We must not domesticate the gospel by making the explosive news of a crucified and risen Savior all about moral and ethical improvement, societal cohesion, or practical benefits for daily life. But often, interreligious dialogue gives the impression that Christianity is a moral plan for being kind to one’s neighbors, taking care of the planet, or bettering one’s spiritual side, with the sort of self-improvement or community building you’d expect from a public television infomercial.

In contrast, the resurrection of Jesus Christ must be the starting point for all Christian reflection. To shrink the good news into good advice diminishes our witness. Missionary theologian Lesslie Newbigin put it this way:

“There can be no true evangelism except that which announces what is not only good news but true news. It is a very serious matter when the gospel is marketed primarily as a panacea for personal or public ills. We believe that it is indeed for the healing of the nations, but it cannot be this if it is not true.”

Where the Testimony Fits

Personal testimonies can be powerful. Paul appealed to his experience when testifying to his uniqueness as an apostle. The Samaritan woman ran into town and told of her conversation with Jesus. The man born blind, after being healed by Jesus, went and told everyone what had happened to him.

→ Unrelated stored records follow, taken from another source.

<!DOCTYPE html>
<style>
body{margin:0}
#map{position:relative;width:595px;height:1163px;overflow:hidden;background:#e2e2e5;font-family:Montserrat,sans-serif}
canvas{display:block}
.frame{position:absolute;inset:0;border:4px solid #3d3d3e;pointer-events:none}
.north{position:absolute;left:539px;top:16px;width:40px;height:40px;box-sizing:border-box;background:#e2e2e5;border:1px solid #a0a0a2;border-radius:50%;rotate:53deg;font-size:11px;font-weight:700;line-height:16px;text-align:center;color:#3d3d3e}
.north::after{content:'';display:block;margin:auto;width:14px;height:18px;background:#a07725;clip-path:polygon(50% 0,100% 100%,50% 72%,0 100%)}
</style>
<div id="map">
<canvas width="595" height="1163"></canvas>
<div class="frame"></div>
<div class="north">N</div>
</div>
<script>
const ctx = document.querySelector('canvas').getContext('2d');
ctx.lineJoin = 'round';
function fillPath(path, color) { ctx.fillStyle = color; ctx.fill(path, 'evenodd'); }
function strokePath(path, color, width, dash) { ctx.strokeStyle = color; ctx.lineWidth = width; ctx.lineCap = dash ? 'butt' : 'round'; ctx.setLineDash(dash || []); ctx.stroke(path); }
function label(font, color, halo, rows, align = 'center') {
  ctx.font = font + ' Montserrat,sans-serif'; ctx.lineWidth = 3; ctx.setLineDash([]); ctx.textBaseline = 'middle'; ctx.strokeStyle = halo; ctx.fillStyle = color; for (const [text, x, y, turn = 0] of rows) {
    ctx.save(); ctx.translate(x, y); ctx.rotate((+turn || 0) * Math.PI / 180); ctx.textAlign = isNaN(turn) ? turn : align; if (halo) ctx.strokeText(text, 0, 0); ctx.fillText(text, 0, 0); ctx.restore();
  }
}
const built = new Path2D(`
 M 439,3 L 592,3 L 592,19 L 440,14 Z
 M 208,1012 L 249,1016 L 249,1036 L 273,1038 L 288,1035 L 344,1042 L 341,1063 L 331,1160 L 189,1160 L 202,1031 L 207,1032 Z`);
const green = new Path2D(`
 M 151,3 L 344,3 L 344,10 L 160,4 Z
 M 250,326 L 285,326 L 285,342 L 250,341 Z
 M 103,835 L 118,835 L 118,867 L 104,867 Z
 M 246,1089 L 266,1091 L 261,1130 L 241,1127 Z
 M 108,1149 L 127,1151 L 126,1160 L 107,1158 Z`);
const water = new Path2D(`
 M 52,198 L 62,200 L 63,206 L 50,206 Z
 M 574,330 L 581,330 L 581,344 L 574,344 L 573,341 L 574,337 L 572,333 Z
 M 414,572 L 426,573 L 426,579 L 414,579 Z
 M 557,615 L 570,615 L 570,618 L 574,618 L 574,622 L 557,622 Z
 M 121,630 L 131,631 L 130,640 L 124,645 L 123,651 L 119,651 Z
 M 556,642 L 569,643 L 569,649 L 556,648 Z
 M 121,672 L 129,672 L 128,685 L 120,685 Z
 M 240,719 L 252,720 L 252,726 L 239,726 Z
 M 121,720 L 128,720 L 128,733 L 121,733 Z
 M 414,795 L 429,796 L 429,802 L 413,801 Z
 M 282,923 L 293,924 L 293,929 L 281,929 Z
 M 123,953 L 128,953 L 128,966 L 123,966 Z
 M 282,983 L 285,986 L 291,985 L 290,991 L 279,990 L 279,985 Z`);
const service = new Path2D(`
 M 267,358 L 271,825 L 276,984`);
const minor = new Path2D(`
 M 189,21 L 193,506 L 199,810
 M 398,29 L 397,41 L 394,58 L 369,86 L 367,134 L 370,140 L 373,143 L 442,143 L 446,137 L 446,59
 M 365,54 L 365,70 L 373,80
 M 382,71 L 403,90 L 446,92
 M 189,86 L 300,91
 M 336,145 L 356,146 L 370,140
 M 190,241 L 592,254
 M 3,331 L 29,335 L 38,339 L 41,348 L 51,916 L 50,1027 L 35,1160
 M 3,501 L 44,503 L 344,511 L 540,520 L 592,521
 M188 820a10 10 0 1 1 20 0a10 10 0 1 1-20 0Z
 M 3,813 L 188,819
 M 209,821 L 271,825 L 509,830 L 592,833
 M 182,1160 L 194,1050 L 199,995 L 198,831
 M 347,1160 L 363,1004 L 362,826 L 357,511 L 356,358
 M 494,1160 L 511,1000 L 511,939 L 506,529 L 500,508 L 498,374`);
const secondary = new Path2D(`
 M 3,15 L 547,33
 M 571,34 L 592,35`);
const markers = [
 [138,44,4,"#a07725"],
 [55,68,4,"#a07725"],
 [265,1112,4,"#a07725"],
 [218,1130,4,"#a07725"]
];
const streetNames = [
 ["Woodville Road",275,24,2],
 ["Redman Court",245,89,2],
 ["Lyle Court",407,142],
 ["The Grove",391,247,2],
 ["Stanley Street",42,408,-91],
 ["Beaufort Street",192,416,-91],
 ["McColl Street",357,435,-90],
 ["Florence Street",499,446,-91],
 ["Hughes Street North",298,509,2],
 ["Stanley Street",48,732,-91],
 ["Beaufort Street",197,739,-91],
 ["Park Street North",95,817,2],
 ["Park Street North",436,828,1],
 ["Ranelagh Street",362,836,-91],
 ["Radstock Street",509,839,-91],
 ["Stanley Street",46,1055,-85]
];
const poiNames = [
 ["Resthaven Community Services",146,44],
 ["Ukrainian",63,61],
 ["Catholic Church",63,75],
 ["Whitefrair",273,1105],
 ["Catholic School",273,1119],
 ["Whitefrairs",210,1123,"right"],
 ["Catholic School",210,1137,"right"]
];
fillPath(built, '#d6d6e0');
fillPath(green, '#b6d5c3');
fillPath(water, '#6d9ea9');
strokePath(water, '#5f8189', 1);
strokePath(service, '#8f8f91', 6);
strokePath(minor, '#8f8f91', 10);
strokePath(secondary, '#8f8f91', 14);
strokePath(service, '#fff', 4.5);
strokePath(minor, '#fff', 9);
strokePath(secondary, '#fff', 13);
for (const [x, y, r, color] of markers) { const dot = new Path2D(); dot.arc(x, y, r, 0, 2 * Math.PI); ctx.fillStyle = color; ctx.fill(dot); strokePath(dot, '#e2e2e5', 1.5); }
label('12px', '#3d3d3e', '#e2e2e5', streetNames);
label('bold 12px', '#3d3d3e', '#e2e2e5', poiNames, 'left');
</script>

We should work, however, to make sure our testimonies undergird and support the public truth of the gospel and don’t replace it. What Jesus has done for me should always be connected to what Jesus has done, period.

This is a point made in Everything Sad Is Untrue, Daniel Nayeri’s remarkable memoir of being a refugee from Iran. Nayeri tries to explain the reasons for his mother’s conversion from Islam to Christianity, from being “such a fierce Muslim that she marched for the Revolution, who studied the Quran the way very few people do” to being a Christian. “Not just a regular one,” he says, “who keeps it in their pocket. She fell in love.”

When people ask him why his mom converted, he replies,

I don’t have an answer. . . .

How can you explain why you believe anything? So I just say what my mom says when people ask her. She looks them in the eye with the begging hope that they’ll hear her and she says, ‘Because it’s true.’

Why else would she believe it?

It’s true and it’s more valuable than seven million dollars in gold coins, and thousands of acres of Persian countryside, and ten years of education to get a medical degree, and all your family, and a home . . . and even maybe your life.

My mom wouldn’t have made the trade otherwise.

If you believe it’s true, that there is a God and He wants you to believe in Him and He sent His Son to die for you—then it has to take over your life. It has to be worth more than everything else, because heaven’s waiting on the other side. . . . 

There’s no middle. . . .

She had all that wealth, the love of all those people she helped in her clinic. They treated her like a queen. . . .

And she’s poor now.

People spit on her on buses. She’s a refugee in places people hate refugees. . . . And she’ll tell you—it’s worth it. Jesus is better. . . .

It’s true.

Christ has died. Christ is risen. Christ will come again. This whole story hinges on it.

He’s Real

“Come to Jesus and find fulfillment and freedom,” we say. Yes. But that fulfillment and freedom comes from real historical events. And the definitions of fulfillment and freedom are forever shaped by who God is and what he has done.

The role of personal experience in testifying to the work of Christ should be seen as further evidence of the power of the gospel. It is not the gospel itself, but it testifies to its power. That’s why, no matter how much happiness we’ve found in Christ, when asked in the final instance why we believe we must always and ever say, like Nayeri’s mother, “Because Jesus is better . . . and the gospel is true.”